1話
俺はしがないサラリーマンだった。
それがどんな訳か、魔族と魔物が住む夢のような世界? に魔族として飛ばされた。
魔族は強くあらねばならない。強くなるために俺は各地を巡った。
女神像やら、朽ち果てた神殿跡、何の目的で使われていたか分からない謎の遺跡など。そこでは苦悶と憎悪の顔を浮かべて襲ってくる人間たちがいた。あれは、名のある戦士や騎士あるいは神官だったのかもしれない。
俺は、いわゆる異世界チートな数多くのスキルを使い、あれよあれよと、のし上がった。愛する人を失い、ついには魔族をも滅ぼした。
――そして誰もいなくなった。
不老、不死。瘴気のあふれるその世界ではただ生きることしかできず、そして俺の他には他に誰もいない。ただただ途方に暮れるしかない日々。

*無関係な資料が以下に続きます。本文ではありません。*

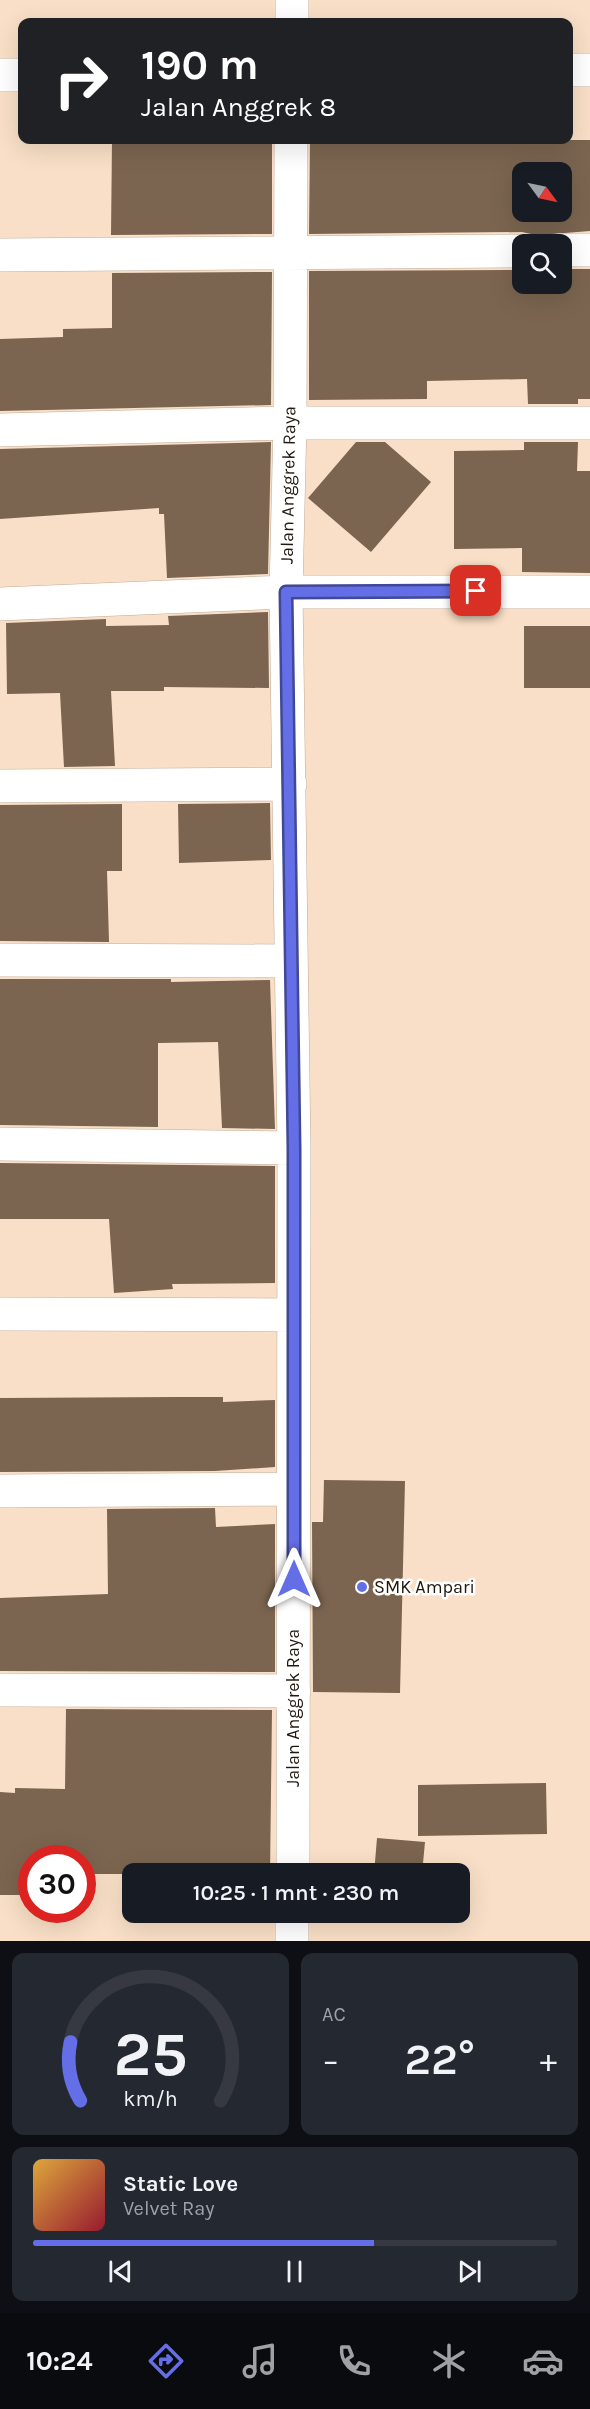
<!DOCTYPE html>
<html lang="id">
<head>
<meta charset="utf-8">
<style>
  :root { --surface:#171b24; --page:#242831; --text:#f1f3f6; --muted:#9ea1a6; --line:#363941; --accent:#646ee6 }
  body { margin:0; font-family:Karla,sans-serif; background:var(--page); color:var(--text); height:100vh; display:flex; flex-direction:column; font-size:22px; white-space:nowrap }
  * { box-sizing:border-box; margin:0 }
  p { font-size:20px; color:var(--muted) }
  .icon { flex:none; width:33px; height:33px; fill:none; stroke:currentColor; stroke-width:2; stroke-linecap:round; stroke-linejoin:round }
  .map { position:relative; height:1941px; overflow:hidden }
  .side { display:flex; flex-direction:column; gap:12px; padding:12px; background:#0d0f14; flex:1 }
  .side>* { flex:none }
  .guide { position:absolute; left:18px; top:18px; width:555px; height:126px; border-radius:12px; box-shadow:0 6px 24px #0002; background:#202124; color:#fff; overflow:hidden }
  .needle { width:39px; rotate:123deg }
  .controls { position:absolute; left:512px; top:162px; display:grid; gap:12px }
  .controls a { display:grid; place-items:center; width:60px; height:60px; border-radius:12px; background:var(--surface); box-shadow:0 6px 24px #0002; font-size:30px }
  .speed { position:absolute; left:18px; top:1845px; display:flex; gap:12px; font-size:30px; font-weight:700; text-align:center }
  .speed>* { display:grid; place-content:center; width:78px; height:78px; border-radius:50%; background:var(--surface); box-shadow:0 6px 24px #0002; line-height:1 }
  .speed .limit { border:9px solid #d22; background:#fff; color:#111 }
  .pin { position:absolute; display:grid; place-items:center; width:51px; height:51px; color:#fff; margin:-26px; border-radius:12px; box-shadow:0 3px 9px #0006 }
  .me { position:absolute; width:66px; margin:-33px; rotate:0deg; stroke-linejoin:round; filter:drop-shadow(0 0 4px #0008) }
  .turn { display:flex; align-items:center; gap:21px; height:126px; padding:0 24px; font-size:27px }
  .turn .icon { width:78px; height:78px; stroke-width:2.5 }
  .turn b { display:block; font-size:42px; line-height:51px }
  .big { font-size:45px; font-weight:600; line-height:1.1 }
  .side .card { flex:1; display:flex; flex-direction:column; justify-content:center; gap:9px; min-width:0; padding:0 21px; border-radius:12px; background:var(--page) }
  .side .dial { align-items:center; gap:0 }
  .dial svg { height:156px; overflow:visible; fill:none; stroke:var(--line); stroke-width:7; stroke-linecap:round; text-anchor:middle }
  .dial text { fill:var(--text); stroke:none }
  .song { display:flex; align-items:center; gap:18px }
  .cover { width:72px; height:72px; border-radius:9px; background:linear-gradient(135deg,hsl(40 70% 55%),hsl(350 70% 35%)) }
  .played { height:6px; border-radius:3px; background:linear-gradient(90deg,var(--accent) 65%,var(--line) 65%) }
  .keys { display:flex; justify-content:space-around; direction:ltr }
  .heat { display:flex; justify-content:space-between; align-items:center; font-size:33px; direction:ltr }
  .side .tiles { flex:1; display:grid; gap:12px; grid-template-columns:1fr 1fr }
  .card:last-child { grid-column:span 2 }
  .trip { position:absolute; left:122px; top:1863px; width:348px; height:60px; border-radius:12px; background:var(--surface); box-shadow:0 6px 24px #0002; font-weight:600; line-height:60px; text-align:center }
  .menu { display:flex; height:96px; justify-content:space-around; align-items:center; background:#090b0e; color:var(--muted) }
  .menu .icon { width:42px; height:42px }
  .menu .active { color:var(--accent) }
  .menu b { font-size:27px; color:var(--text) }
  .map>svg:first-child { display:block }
</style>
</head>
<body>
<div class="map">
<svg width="590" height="1941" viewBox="0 0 590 1941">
  <rect width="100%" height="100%" fill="#f9dfc7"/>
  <path fill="#7b6550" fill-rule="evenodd" d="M112,140H272V234L111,235Z
    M310,140H590V231L552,234L544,244H539L531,234L522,232L309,234ZM522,172H561V212H522Z
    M561,269H590V399H578V404H528L527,379L427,381V399L309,400V271L522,270V284H561Z
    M272,272L271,405L0,411V339L63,337V329L112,328V273Z
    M271,442L268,574L167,578L164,514H159V508L0,519V449Z
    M356,442H385L431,482L371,552L308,498Z
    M524,442H578L577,471H590V573L522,572V548L454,549V451L524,450Z
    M268,612L269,688L164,687V691H111L115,766L64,767L60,693L7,694L6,623L106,619V626L169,625L168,616Z
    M524,626H590V688H524Z
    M270,803L271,860L179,863L178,804Z
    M122,804V871H107L109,942L0,941V805Z
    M0,979H171V982L270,980L275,1129L222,1128L218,1042L158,1043V1127L0,1125Z
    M0,1163L275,1166V1283L172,1284L173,1289L114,1293L109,1219H0Z
    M176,1397H223V1402L275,1400V1467L215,1471L0,1472V1398Z
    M324,1480L405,1481L400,1693L313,1692L312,1522H323Z
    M215,1508L216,1527L275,1524V1672L0,1671V1598L108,1594L107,1509Z
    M66,1709L272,1710L270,1874H82V1858H32V1895H0V1792L15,1793V1788L65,1789Z
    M546,1783L547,1834L418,1836V1785Z
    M377,1838L425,1842L422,1874H374Z"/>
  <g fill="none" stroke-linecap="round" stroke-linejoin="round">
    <g stroke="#c4ab94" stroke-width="34">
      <path id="minor" d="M292,0V22
        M568,70H590
        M0,75H22
        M291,140L290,423L286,592L294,1148L293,1874
        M561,250H590
        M0,255L522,251
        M0,430L290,423H590
        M0,604L286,592H590
        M0,786L290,784
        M0,960L291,961
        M0,1144L294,1148
        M0,1314L294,1315
        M0,1491L293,1489
        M0,1690L294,1691
        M292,1941V1912"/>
    </g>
    <use href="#minor" stroke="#fff" stroke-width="33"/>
  </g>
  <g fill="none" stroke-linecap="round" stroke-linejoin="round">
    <g stroke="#414896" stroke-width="15">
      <path id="route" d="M294,1579V1148L286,592L476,591"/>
    </g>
    <use href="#route" stroke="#646ee6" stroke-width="10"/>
  </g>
  <circle fill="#646ee6" stroke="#fff" stroke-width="2" cx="362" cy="1587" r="6"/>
  <g text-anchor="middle" stroke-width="5" stroke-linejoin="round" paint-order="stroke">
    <g font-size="18" fill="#21180f" stroke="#fff">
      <text transform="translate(288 485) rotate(-89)" y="6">Jalan Anggrek Raya</text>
      <text transform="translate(293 1708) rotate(-90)" y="6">Jalan Anggrek Raya</text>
    </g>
    <g font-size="18" fill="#21180f" stroke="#fff" text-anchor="start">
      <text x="374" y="1593">SMK Ampari</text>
    </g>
  </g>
</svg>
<div class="controls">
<a><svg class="needle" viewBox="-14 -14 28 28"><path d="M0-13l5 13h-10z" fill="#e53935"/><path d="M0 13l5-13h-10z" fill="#9ea1a6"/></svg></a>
<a><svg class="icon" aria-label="search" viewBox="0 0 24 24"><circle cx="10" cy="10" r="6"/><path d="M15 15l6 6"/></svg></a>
</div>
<div class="speed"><div class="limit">30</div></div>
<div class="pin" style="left:476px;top:591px;background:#d93025"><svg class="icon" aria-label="arrive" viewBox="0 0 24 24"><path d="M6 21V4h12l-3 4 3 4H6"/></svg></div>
<svg class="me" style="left:294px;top:1579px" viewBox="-20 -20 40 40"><path d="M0-17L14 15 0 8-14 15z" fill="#646ee6" stroke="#fff" stroke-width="4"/></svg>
<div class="trip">10:25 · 1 mnt · 230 m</div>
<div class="guide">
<div class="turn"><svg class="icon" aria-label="right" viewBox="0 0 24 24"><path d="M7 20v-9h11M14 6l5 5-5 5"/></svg><div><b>190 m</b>Jalan Anggrek 8</div></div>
</div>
</div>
<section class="side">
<div class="tiles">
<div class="card dial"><svg viewBox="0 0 100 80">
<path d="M14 69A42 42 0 1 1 86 69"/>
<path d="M14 69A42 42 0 0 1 9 39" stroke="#646ee6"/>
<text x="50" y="56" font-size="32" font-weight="700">25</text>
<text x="50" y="72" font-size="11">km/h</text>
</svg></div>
<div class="card"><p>AC</p>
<div class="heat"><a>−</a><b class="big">22°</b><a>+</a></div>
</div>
<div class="card">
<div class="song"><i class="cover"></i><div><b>Static Love</b><p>Velvet Ray</p></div></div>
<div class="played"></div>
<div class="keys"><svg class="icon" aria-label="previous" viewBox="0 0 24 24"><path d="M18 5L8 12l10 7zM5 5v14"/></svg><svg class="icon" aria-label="pause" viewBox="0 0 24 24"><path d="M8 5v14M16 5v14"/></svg><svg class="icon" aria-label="next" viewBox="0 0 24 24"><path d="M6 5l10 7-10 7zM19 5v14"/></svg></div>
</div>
</div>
</section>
<nav class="menu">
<b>10:24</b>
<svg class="icon active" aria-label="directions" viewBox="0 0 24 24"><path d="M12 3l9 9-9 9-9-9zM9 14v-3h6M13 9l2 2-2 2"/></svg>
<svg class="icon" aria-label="music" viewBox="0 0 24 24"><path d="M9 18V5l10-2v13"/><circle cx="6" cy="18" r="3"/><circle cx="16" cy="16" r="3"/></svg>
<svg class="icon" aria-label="phone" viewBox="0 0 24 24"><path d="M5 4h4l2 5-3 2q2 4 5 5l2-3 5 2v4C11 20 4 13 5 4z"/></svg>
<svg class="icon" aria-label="climate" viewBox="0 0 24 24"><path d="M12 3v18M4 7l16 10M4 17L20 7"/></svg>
<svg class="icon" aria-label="car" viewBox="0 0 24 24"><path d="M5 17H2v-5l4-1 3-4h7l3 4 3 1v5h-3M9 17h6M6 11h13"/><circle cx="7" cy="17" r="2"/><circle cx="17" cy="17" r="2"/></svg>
</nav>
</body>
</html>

そんな退屈しかない日々を送りながら、ある時、俺は、崩れかけた遺跡を訪れた。そこで何もすることなく、とりあえず横になることにした。
――古の盟約により
何だそれ、そんなのあったか? だが懐かしい、夢だ。長い夢を見ていた気がする。
と思って起きたら、相変わらず、俺は遺跡前で寝ていた。しかし、その風景は土しかない暗い魔素のあふれる世界のそれではない。明るく、柔らかい風に草木がそよそよと揺れていた。
これは一体?
とりあえずは、もはや何度唱えたか分からない呪文、ステータス・オープンを言う。
結果、俺のステータスは見たこともないものになっていた。
名前:テラ 種族:魔族 状態:人間(変装中)
アクティブスキル:ソルジャー 1/1, マジシャン 1/1
パッシブスキル:変装、言語理解、精神状態異常耐性、ポーション中毒無効
特殊スキル:タイムスタンプ
HP:150 MP:30(変装中) 称号:名も無き者
装備:ただの服、ただの下着、ただの靴、鉄の剣、鉄の短剣、ポーション×2
なんじゃこれは! 今までの膨大なステータスはどこへやら。前の世界に転移したてのころに比べても遥かにも弱っちいのだ。
これは多分、こいつのせいだ・・・。
「変装」:人間の見た目をすると同時に、他者の鑑定を欺く。パッシブスキル。以下の項目は解析不可/やや強力な人間のステータスになること。
気を取り直して、俺はいつものようにあれを呼ぶことにする。
「インベントリ」
・・・しーん。
もう一度、「インベントリ」
どうやら収納を開くことはできないようだ。
スキルの詳細を確認したところ、俺が今すぐにでもやらないといけないことは、「ソルジャー」か「マジシャン」のスキルを「使用」してタイムスタンプを設置しないといけないということである。
以前の世界ではそれは素晴らしいステータスだったが、今の俺は一般人である。HP150などは、魔法一発で削れてしまうのではないか? そして、HPが失われたらどうなるか、分かったものではない。
―なるほど、このスキルは今の俺には必要不可欠だろう。
「タイムスタンプ」:「ソルジャー」もしくは「マジシャン」のスキルの使用を継続することで、この世界に最初に現れた地点に限り、タイムスタンプを設置することができる。タイムスタンプを設置中は、HPが失われたとしても、初期状態でタイムスタンプの場所に転移し、HPが全回復する。ポーション以外の初期装備も使用者と共に自動で転移し、また失われたとしても再度出現する。使用中はパッシブスキル。解除可能。解析不可。
多分、タイムスタンプ使用中は、ソルジャー又はマジシャンのスキルを使用できない代わりに、タイムスタンプをパッシブスキルとすることができるらしい。
俺は「ソルジャー」のスキルを使用し、遺跡の前の壁に「タイムスタンプ」を設置する。すると何か変なマークの魔法陣ができ、しばらくすると見えなくなった。どうやらこのスキルは初期転移位置に設置しなければならない制約があるようだ。
とりあえず、一旦は安心だ。どうやら遺跡からは道が続いているようだ。ここに留まっていても仕方ない。道なりに進んでみよう。